Facilities using such a system are experiencing higher average numbers of repair tickets and higher repair dollar values per ticket, according to Domine.
While Christian Brothers had a minimum photo threshold, it hadn’t yet pinpointed a clear point at which the volume of photos becomes overkill. “It’s kind of funny,” Domine said.
Some shops might provide 10 images per digital vehicle inspection report, while others exceed 20 or 25, he said.
The photo portfolio might include car parts with no problems at all. Customers want photos of those components too, according to Domine.
Just like a collision repairer, “we will absolutely take pictures of all four corners,” he said. Christian Brothers will photograph items like the tires or the instrument cluster as well.
Domine said there’s a “level of trust” a shop creates when the customer comes out and sees the problem, such as “‘this bearing is loose.'” To create something close to that experience is a “game-changer,” he said.
Photos can be annotated to help make a point about what the customer’s seeing, he said.
The more photos a customer sees of their vehicle “increases that level of trust,” according to Domine.

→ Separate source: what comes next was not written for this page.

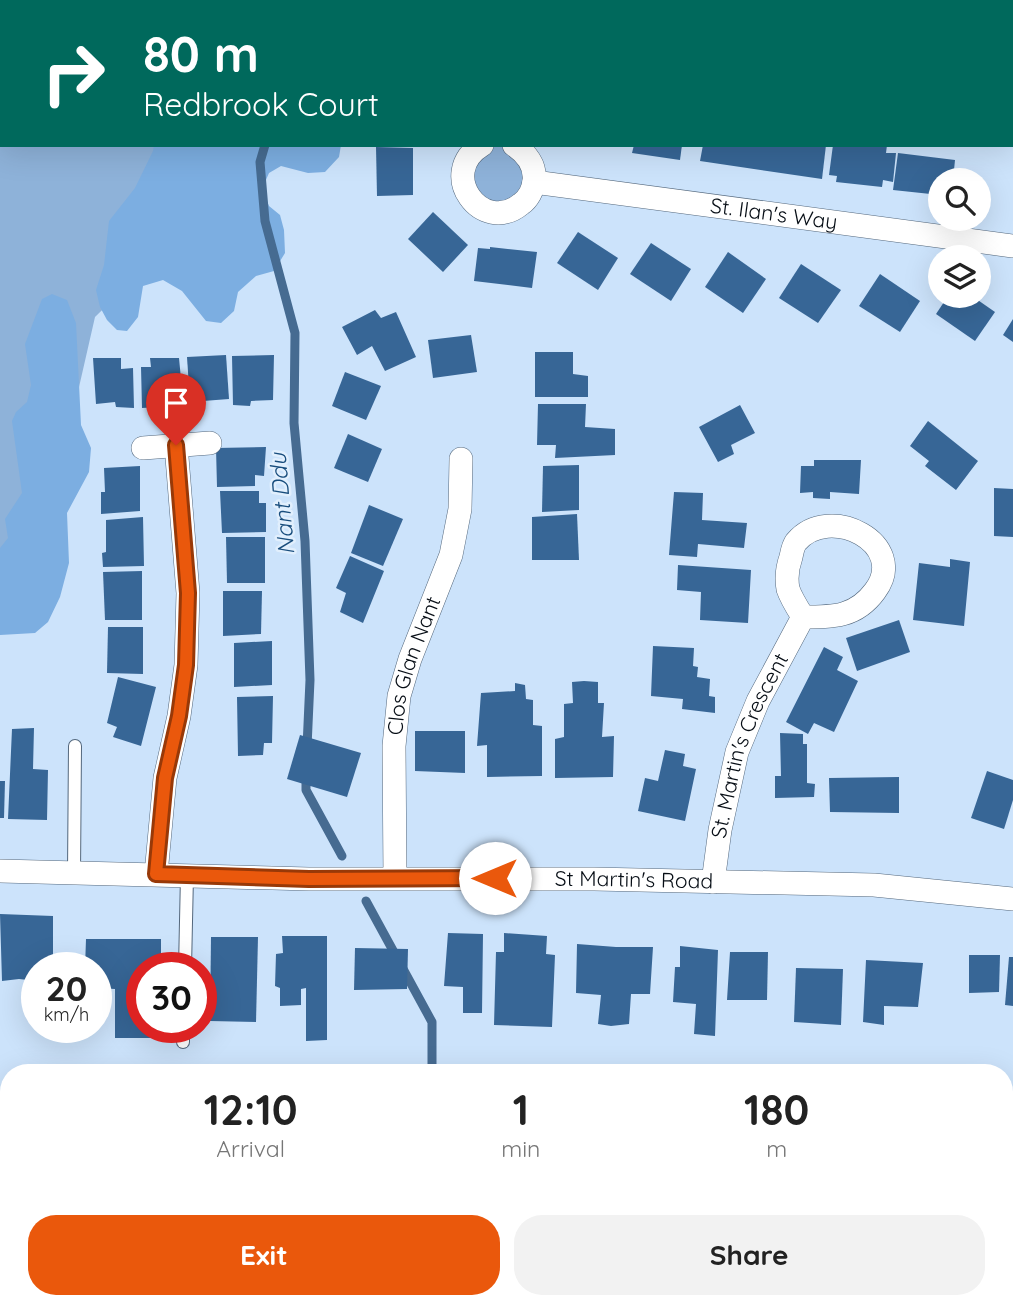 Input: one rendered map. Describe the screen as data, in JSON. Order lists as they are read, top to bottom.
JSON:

He said it’s also nice for Christian Brothers see a picture of the actual car in its records instead of a generic image.
Despite the short repair cycle at a mechanical operation like Christian Brothers, text messages updating a customer about the vehicle’s status are welcomed by the patron, according to Domine.
Domine said that if a customer drops off a vehicle at 7 a.m., “they kind of want to know” by 10 a.m. that the mechanical shop hasn’t forgotten about it. The system Christian Brothers uses automates this process; if a vehicle is assigned to a technician, for example, the customer gets a notification. Domine described the texts as “relatively generic” but providing some “peace of mind.”
This would seem to reinforce the significance of keeping a customer informed during a collision operation that typically takes far longer.
The information provider in its 2016 also noted that its own UpdatePlus platform saw customers overwhelmingly choosing to receive text messages instead of email: Two-thirds preferred texts. Customers also were twice as likely to reply to a text than an email, CCC wrote in its 2016 “Crash Course.”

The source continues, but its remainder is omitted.